• **Exercise brief**: Reproduce the data exactly as given, except for any images.

• **Given material**:
=== Begin Enclosure ===
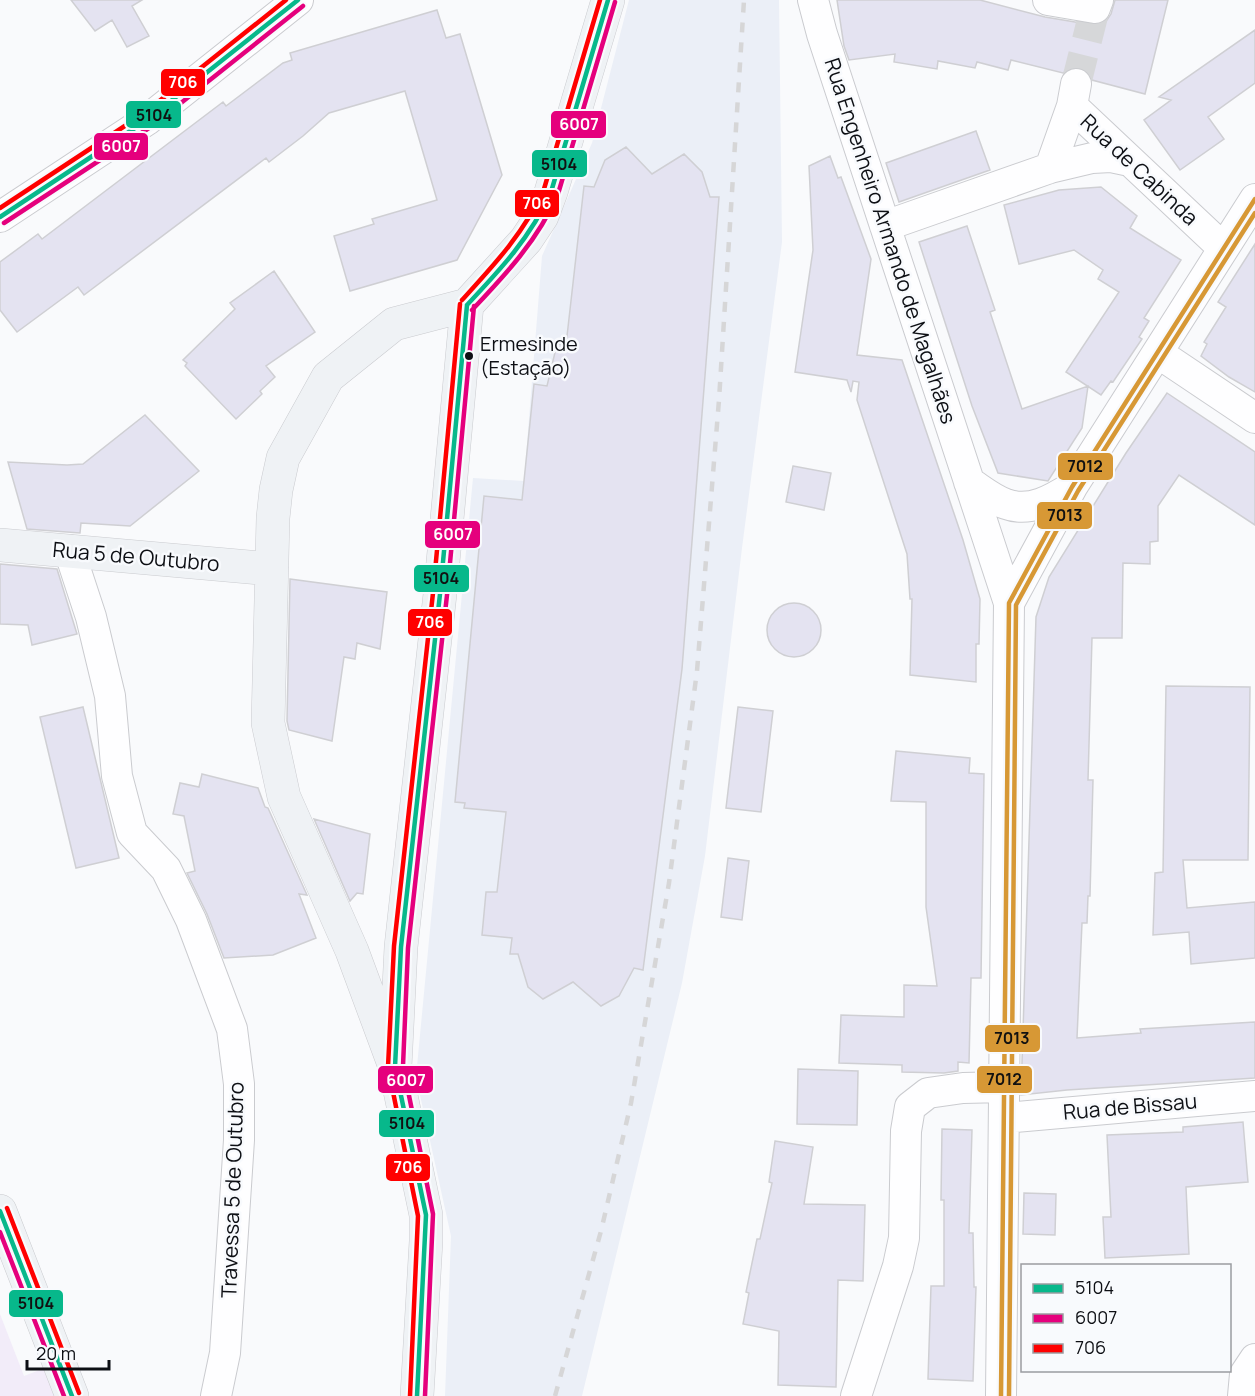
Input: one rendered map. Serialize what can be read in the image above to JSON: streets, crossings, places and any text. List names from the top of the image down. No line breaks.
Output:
{"streets":{"main road":["Rua 5 de Outubro"],"street":["Rua de Cabinda","Rua Engenheiro Armando de Magalhães","Rua de Bissau","Travessa 5 de Outubro"]},"crossings":[["Rua Engenheiro Armando de Magalhães","Rua de Bissau"],["Rua 5 de Outubro","Travessa 5 de Outubro"]],"places":["Ermesinde (Estação)"],"lines":["transit line 5104","transit line 706","transit line 6007","transit line 7012","transit line 7013"],"legend":["5104","6007","706"],"scale_bar":"20 m"}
=== End Enclosure ===
• **Response**:
Input: one rendered map. Serialize what can be read in the image above to JSON: streets, crossings, places and any text. List names from the top of the image down. No line breaks.
Output:
{"streets":{"main road":["Rua 5 de Outubro"],"street":["Rua de Cabinda","Rua Engenheiro Armando de Magalhães","Rua de Bissau","Travessa 5 de Outubro"]},"crossings":[["Rua Engenheiro Armando de Magalhães","Rua de Bissau"],["Rua 5 de Outubro","Travessa 5 de Outubro"]],"places":["Ermesinde (Estação)"],"lines":["transit line 5104","transit line 706","transit line 6007","transit line 7012","transit line 7013"],"legend":["5104","6007","706"],"scale_bar":"20 m"}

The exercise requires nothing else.